Beethoven
Symphony No.1 in C, Op.21
Symphony No.8 in F, Op.93
Symphony No.5 in C minor, Op.67
Orchestra of the Age of Enlightenment
Iván Fischer
Reviewed by: Colin Anderson
Reviewed: 10 March, 2010
Venue: Southbank Centre, London – Royal Festival Hall
With hindsight these symphonies might have been played in chronological order. On paper, the idea of juxtaposing Beethoven’s two ‘little’ symphonies was an enticing one, but, with little gap afforded for ‘thinking time’ between the two – Iván Fischer keen to get on with things – the First and Eighth slightly cancelled each other out. Had the Fifth been centrally placed, the economy and nostalgia of the Eighth could have been appreciated after the momentous events of the C minor work – which would been historically accurate as well as informed.
While for a second never doubting the musicianship, energy, enthusiasm and commitment of the members of the Orchestra of the Age of Enlightenment, none of these performances were wholly successful, although each had its moments. Iván Fischer, continuing the OAE’s Beethoven symphony cycle, could at times be fussy, something of a dilettante in prettifying the music, toying with the music’s surface, often elegant, sometimes too nudged, yet somehow consciously tinkering.

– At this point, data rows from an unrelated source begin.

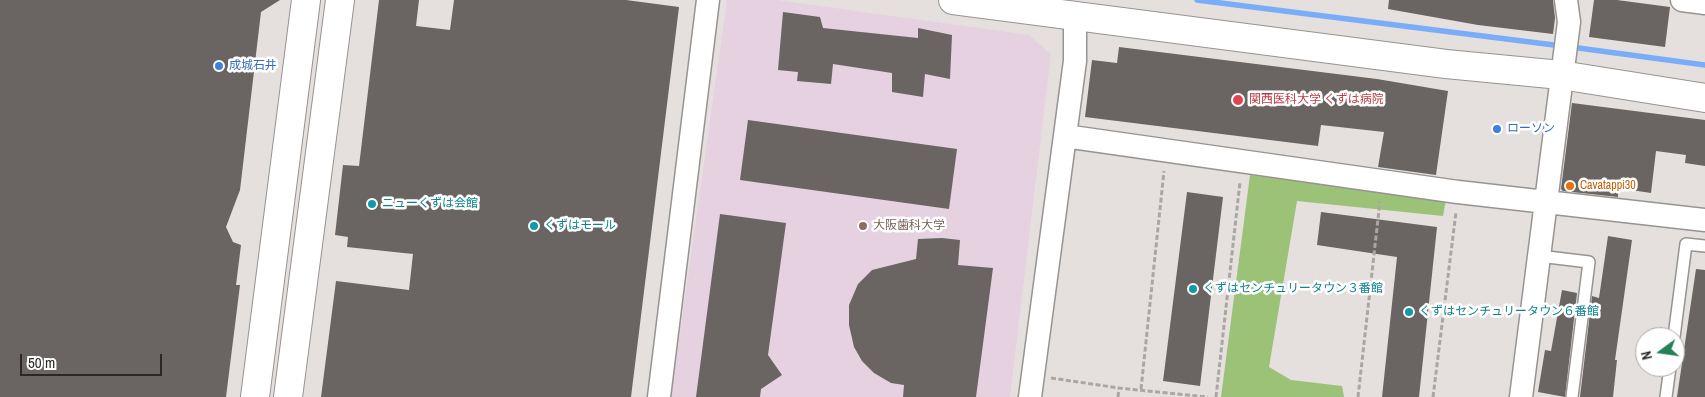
<!DOCTYPE html>
<meta charset="utf-8">
<style>
body{margin:0}
#map{position:relative;width:1705px;height:397px;overflow:hidden;background:#e5e0dd;font-family:"Archivo Narrow",sans-serif}
canvas{display:block}
.north{position:absolute;left:1635px;top:327px;width:50px;height:50px;box-sizing:border-box;background:#fff;border:1px solid #a9a9a8;border-radius:50%;rotate:256deg;font-size:14px;font-weight:700;line-height:20px;text-align:center;color:#292826}
.north::after{content:'';display:block;margin:auto;width:18px;height:22px;background:#278157;clip-path:polygon(50% 0,100% 100%,50% 72%,0 100%)}
.scale{position:absolute;left:20px;top:354px;width:142px;height:22px;box-sizing:border-box;border:2px solid #292826;border-top:0;padding-left:6px;font-size:15px;line-height:18px;white-space:nowrap;color:#292826;-webkit-text-stroke:4px #fff;paint-order:stroke}
</style>
<div id="map">
<canvas width="1705" height="397"></canvas>
<div class="north">N</div>
<div class="scale">50 m</div>
</div>
<script>
const ctx = document.querySelector('canvas').getContext('2d');
ctx.lineJoin = 'round';
function fillPath(path, color) { ctx.fillStyle = color; ctx.fill(path, 'evenodd'); }
function trace(path, color, width, dash) { ctx.strokeStyle = color; ctx.lineWidth = width; ctx.lineCap = dash ? 'butt' : 'round'; ctx.setLineDash(dash || []); ctx.stroke(path); }
function drawText(font, color, halo, rows, align = 'center') {
  ctx.font = font + ' "Archivo Narrow","Noto Sans JP",sans-serif'; ctx.lineWidth = 5; ctx.setLineDash([]); ctx.textBaseline = 'middle'; ctx.strokeStyle = halo; ctx.fillStyle = color; for (const [text, x, y, turn = 0] of rows) {
    ctx.save(); ctx.translate(x, y); ctx.rotate((+turn || 0) * Math.PI / 180); ctx.textAlign = isNaN(turn) ? turn : align; if (halo) ctx.strokeText(text, 0, 0); ctx.fillText(text, 0, 0); ctx.restore();
  }
}
fillPath(new Path2D(`
 M727 0H777L1029 35 1051 54 1010 397H671Z`), '#e5d1e0');
fillPath(new Path2D(`
 M1250 175 1446 200 1443 216 1297 201 1269 367 1291 380 1342 386 1344 397H1221Z`), '#9cc278');
trace(new Path2D(`
 M1197 0 1562 46
 M1571 47 1705 65`), '#7aadf9', 5.5);
fillPath(new Path2D(`
 M0 0H280L261 12 240 190 226 227 233 242 241 245 236 285H240L226 397H0Z
 M379 0H419L416 26 450 30 454 0H626L679 7 631 397H321L336 281 409 290 413 254 347 247 348 237 335 235 343 165 359 166Z
 M1389 0H1553L1555 18 1553 34 1478 25 1388 9Z
 M1594 0H1617L1670 7 1665 47 1589 37Z
 M783 12 820 17 823 28 918 38V28L952 35 950 79 925 74 923 97 892 92V73L833 64 831 84 797 81 798 72 778 70Z
 M1119 47 1377 79 1448 91 1436 175 1378 167 1384 132 1321 125 1318 146 1085 117 1092 60 1117 63Z
 M1572 103 1705 120V166L1685 163 1686 155 1656 151 1651 193 1618 188V197L1563 191 1561 189Z
 M748 120 957 149 949 209 740 180Z
 M1187 192 1223 197 1200 386 1163 381Z
 M1321 212 1437 227 1419 397H1382L1397 257 1317 245Z
 M720 214 786 223 768 355 782 375 761 389 760 397H696Z
 M1608 236 1632 240 1615 360H1617L1613 397H1580L1592 296 1599 298Z
 M942 238 960 240 958 265 993 268 976 397H903L904 385 891 383 874 373 862 361 854 347 849 325V305L858 284 872 270 916 259 918 239Z
 M1696 269 1705 270V397H1677Z
 M1562 290 1577 293 1565 397 1538 392 1545 350 1551 351Z`), '#6a6563');
const lane = new Path2D(`
 M1539 256 1589 262 1572 397
 M1674 337 1686 244 1705 246
 M1666 397 1670 367`);
const street = new Path2D(`
 M1682 0 1705 3
 M1065 136 1458 192 1705 220
 M659 397 708 0
 M1030 397 1075 61V16
 M1521 397 1569 22 1566 0`);
const secondary = new Path2D(`
 M953 0 1446 64 1561 75 1705 98
 M255 397 306 0
 M288 397 340 0`);
trace(lane, '#979390', 14);
trace(street, '#979390', 25);
trace(secondary, '#979390', 30);
trace(new Path2D(`
 M1051 378 1119 388 1208 397
 M1141 389 1164 171
 M1118 397 1119 388
 M1216 397 1240 182
 M1358 397 1380 201
 M1433 397 1456 212`), '#aaa6a3', 3, [5, 2.5]);
trace(lane, '#fff', 11);
trace(street, '#fff', 22);
trace(secondary, '#fff', 28);
for (const [x, y, r, color] of [
 [219,66,5,"#3f7fe0"],
 [1238,100,6,"#e0444e"],
 [1497,129,5,"#3f7fe0"],
 [1570,186,5,"#e8710a"],
 [372,204,5,"#0f9aa8"],
 [534,226,5,"#0f9aa8"],
 [863,226,5,"#8d6e63"],
 [1193,289,5,"#0f9aa8"],
 [1409,312,5,"#0f9aa8"]
]) { const dot = new Path2D(); dot.arc(x, y, r, 0, 2 * Math.PI); ctx.fillStyle = color; ctx.fill(dot); trace(dot, '#fff', 2); }
drawText('12px', '#366cbe', '#fff', [
 ["成城石井",229,66],
 ["ローソン",1507,129]
], 'left');
drawText('12px', '#be3a42', '#fff', [
 ["関西医科大学 くずは病院",1249,100]
], 'left');
drawText('12px', '#c56008', '#fff', [
 ["Cavatappi30",1580,186]
], 'left');
drawText('12px', '#0d838f', '#fff', [
 ["ニューくずは会館",382,204],
 ["くずはモール",544,226],
 ["くずはセンチュリータウン３番館",1203,289],
 ["くずはセンチュリータウン６番館",1419,312]
], 'left');
drawText('12px', '#785e54', '#fff', [
 ["大阪歯科大学",873,226]
], 'left');
</script>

The opening movement of the First Symphony was a joy, as was the finale of the Eighth, both given with moderate tempos and time to shape; the early symphony was frisky and both works were afforded much attention to dynamics, note-values and attack. Rustic-sounding woodwinds were a delight, yet the second movement of the C major symphony dragged, and the finale was rushed through. The F major symphony wasn’t explosive enough, and its humour muted, and needed a greater number of string-players, both for the music itself and certainly for the size of the Royal Festival Hall.
And playing-strength was even more an issue for the Fifth Symphony, which Fischer rather romped through, with no real sense of darkness-to-light, the finale speedy and bright, but this was no ground-out victory. One might recall the lovely dulcet tones of violas and cellos at the beginning of the second movement, the quacking of the contrabassoon and the glee of the piccolo in the finale, in which Beethoven expanded the ‘classical’ orchestra, to which the dinky trombones made a distinctive foundation, but Fischer’s rather glib conducting made the music seem empty of inspiration (if not of impulse and detail), and all-too-familiar save for the OAE’s particular soundworld, one that on this occasion wasn’t designed for the acoustic (the strings were simply too few and were overshadowed by winds and brass, including three flutes and three trumpets, which is less than ‘authentic’) and in which the music flew by, yet seemingly without any remit as to why this should be so, and that Beethoven really was writing for posterity, the still-developing symphony orchestra and the likes of Furtwängler and Klemperer.